There are a lot of standard datasets which can be downloaded through torchvision. Getting the MNIST data now.

In [4]:
# MNIST dataset 
train_dataset = torchvision.datasets.MNIST(root='../../data', 
                                           train=True, 
                                           transform=transforms.ToTensor(),  
                                           download=True)
# Each element in the dataset is of dimension (1 x 28 x 28) correponsing to (channels x height x width)

test_dataset = torchvision.datasets.MNIST(root='../../data', 
                                          train=False, 
                                          transform=transforms.ToTensor())

Downloading http://yann.lecun.com/exdb/mnist/train-images-idx3-ubyte.gz
Downloading http://yann.lecun.com/exdb/mnist/train-labels-idx1-ubyte.gz
Downloading http://yann.lecun.com/exdb/mnist/t10k-images-idx3-ubyte.gz
Downloading http://yann.lecun.com/exdb/mnist/t10k-labels-idx1-ubyte.gz
Processing...
Done!


Pytorch provides a DataLoader class, which has utility functions for creating minibatches and easily shuffling the data during training. You can also write your own dataloader.

In [15]:
# Data loader
train_loader = torch.utils.data.DataLoader(dataset=train_dataset, 
                                           batch_size=batch_size, 
                                           shuffle=True)

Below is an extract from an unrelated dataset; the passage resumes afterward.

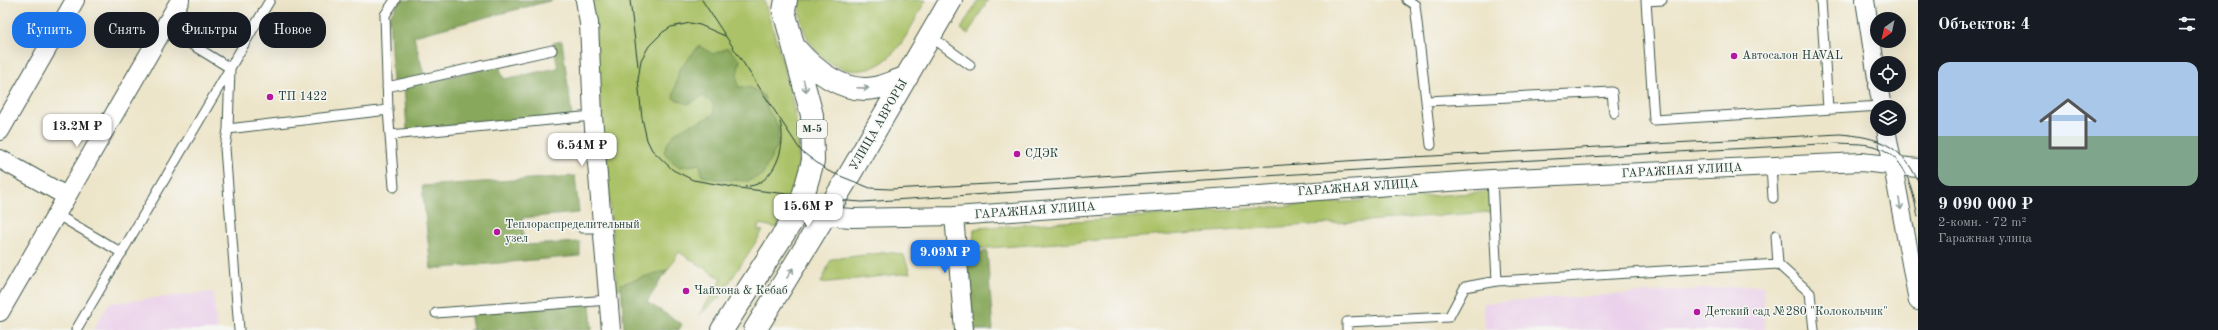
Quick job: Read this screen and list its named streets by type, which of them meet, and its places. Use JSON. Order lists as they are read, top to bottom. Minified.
{"streets":{"main road":["УЛИЦА АВРОРЫ","М-5"],"street":["ГАРАЖНАЯ УЛИЦА"]},"crossings":[["УЛИЦА АВРОРЫ","ГАРАЖНАЯ УЛИЦА"],["М-5","ГАРАЖНАЯ УЛИЦА"]],"places":["Автосалон HAVAL","ТП 1422","СДЭК","Теплораспределительный узел","Чайхона & Кебаб","Детский сад №280 \"Колокольчик\""],"north":"bottom left","page":{"heading":"Объектов: 4","chip":["Купить","Снять","Фильтры","Новое"],"list":[{"name":"9 090 000 ₽","note":"2-комн. · 72 m² · Гаражная улица"}],"price":["13.2M ₽","6.54M ₽","15.6M ₽","9.09M ₽"]}}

test_loader = torch.utils.data.DataLoader(dataset=test_dataset, 
                                          batch_size=batch_size, 
                                          shuffle=False)

Let's implement a simple feed-forward network with one hidden layer.

In [17]:
# Fully connected neural network with one hidden layer
class NeuralNet(nn.Module):
    def __init__(self, input_size, hidden_size, num_classes):
        super(NeuralNet, self).__init__()
        self.fc1 = nn.Linear(input_size, hidden_size) 
        self.sign = nn.Sigmoid()
        self.fc2 = nn.Linear(hidden_size, num_classes)  
    
    def forward(self, s):
        out = self.fc1(s)     # batch_size x 500
        out = self.sign(out)
        out = self.fc2(out)   # batch_size x num_classes
        return out

We have defined a model above. Let's try to instantiate the model.

In [18]:
model = NeuralNet(input_size, hidden_size, num_classes).to(device)       # .to() moves the model to the GPU if available

# Loss and optimizer
criterion = nn.CrossEntropyLoss()
optimizer = torch.optim.Adam(model.parameters(), lr=learning_rate)  

We are all set to train our first model. Let's begin the **training** loop...

In [19]:
# Train the model
total_step = len(train_loader)
for epoch in range(num_epochs):
    for i, (images, labels) in enumerate(train_loader):
        # tensor dimensions
        # images (batch_size x 1 x 28 x 28)
        # labels (100)
        
        # Move tensors to the configured device
        images = images.view(-1, 28*28).to(device)   # reshaping the images tensors (batch_size x 784)
        labels = labels.to(device)
        
        # Forward pass
        outputs = model(images)
        loss = criterion(outputs, labels)
        
        # Backward and optimize
        
        # Every time a varpiable is back propogated through, the gradient will be accumulated instead of being replaced.
        # Since the backward() function accumulates gradients, and you don’t want to mix up gradients between minibatches,
        # you have to zero them out at the start of a new minibatch. In some scenarios you might want to accumulate though.
        optimizer.zero_grad()
        
        loss.backward()
        
        # optimizer.step is performs a parameter update based on the current gradient 
        # (stored in .grad attribute of a parameter) and the update rule.
        optimizer.step()
        
        if (i+1) % 100 == 0:
            print ('Epoch [{}/{}], Step [{}/{}], Loss: {:.4f}' 
                   .format(epoch+1, num_epochs, i+1, total_step, loss.item()))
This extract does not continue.